Records for the exercise:
════════════════

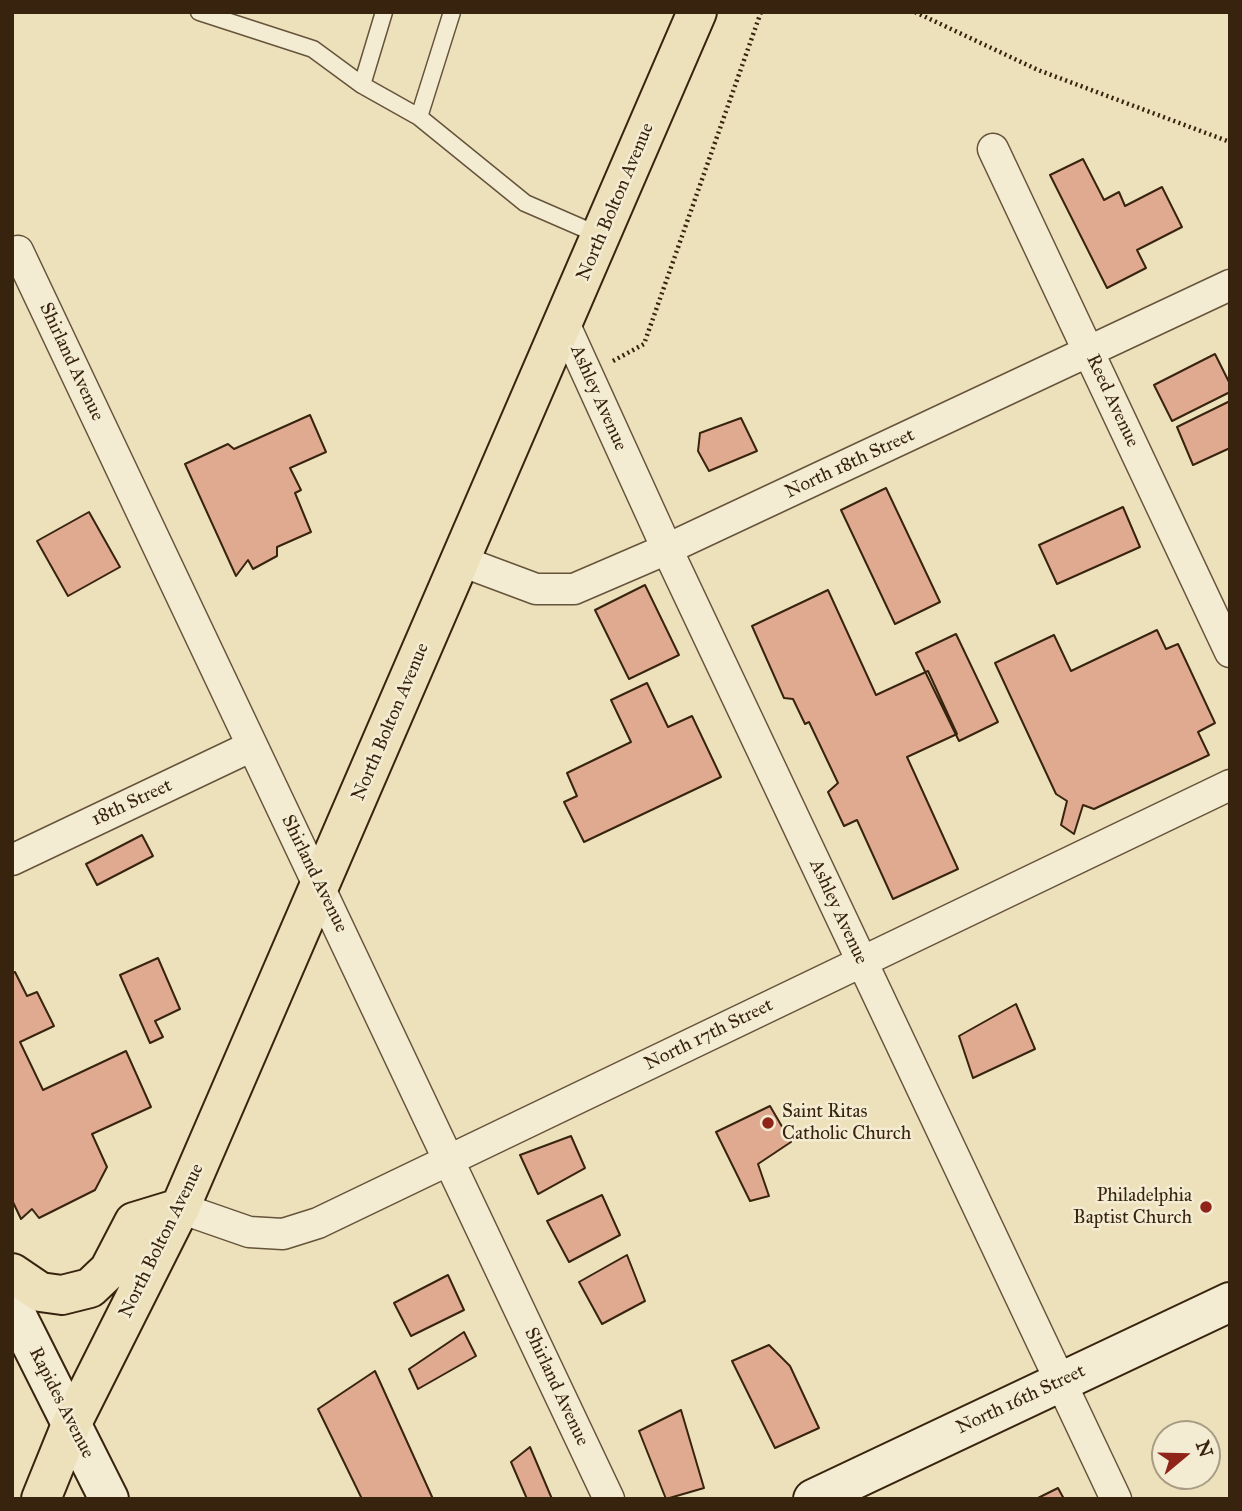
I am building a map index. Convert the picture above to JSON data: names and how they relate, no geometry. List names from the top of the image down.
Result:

════════════════

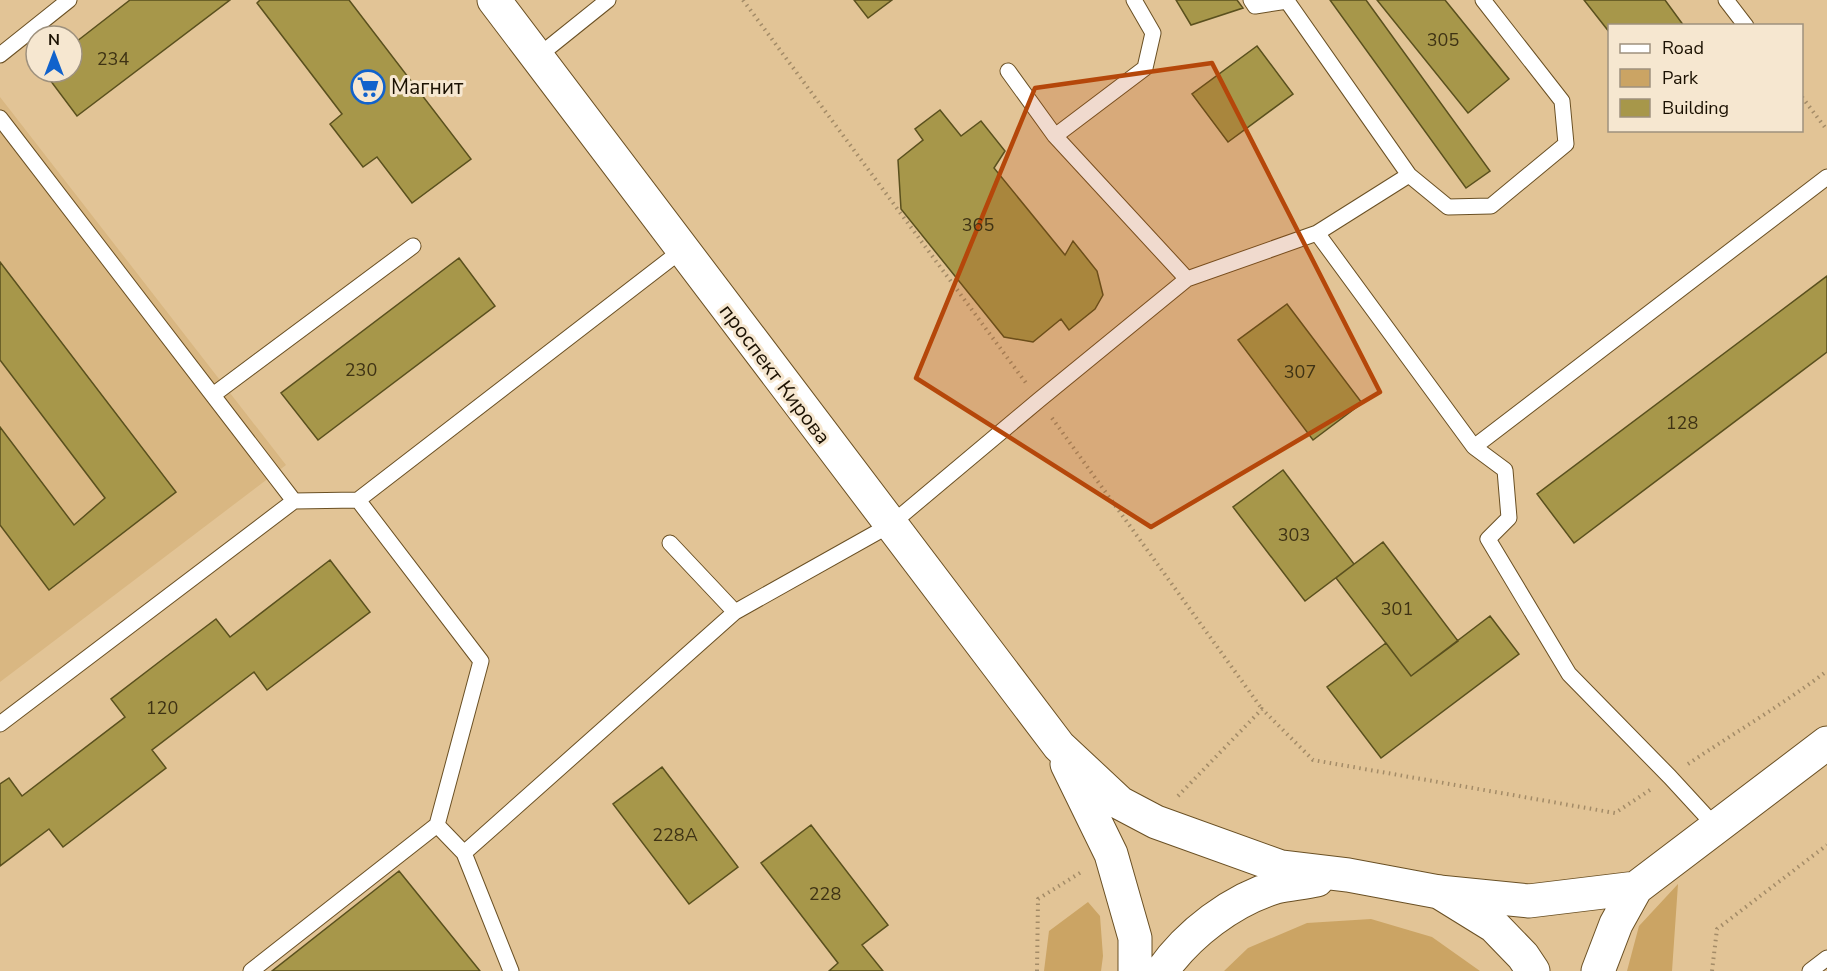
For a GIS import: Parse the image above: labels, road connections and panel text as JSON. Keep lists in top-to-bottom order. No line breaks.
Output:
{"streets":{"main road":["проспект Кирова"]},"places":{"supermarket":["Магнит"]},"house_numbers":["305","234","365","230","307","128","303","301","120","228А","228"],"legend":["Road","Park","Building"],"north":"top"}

════════════════

Assigned task:
Select and copy every line of the listing with the word "above".

Response:
I am building a map index. Convert the picture above to JSON data: names and how they relate, no geometry. List names from the top of the image down.
For a GIS import: Parse the image above: labels, road connections and panel text as JSON. Keep lists in top-to-bottom order. No line breaks.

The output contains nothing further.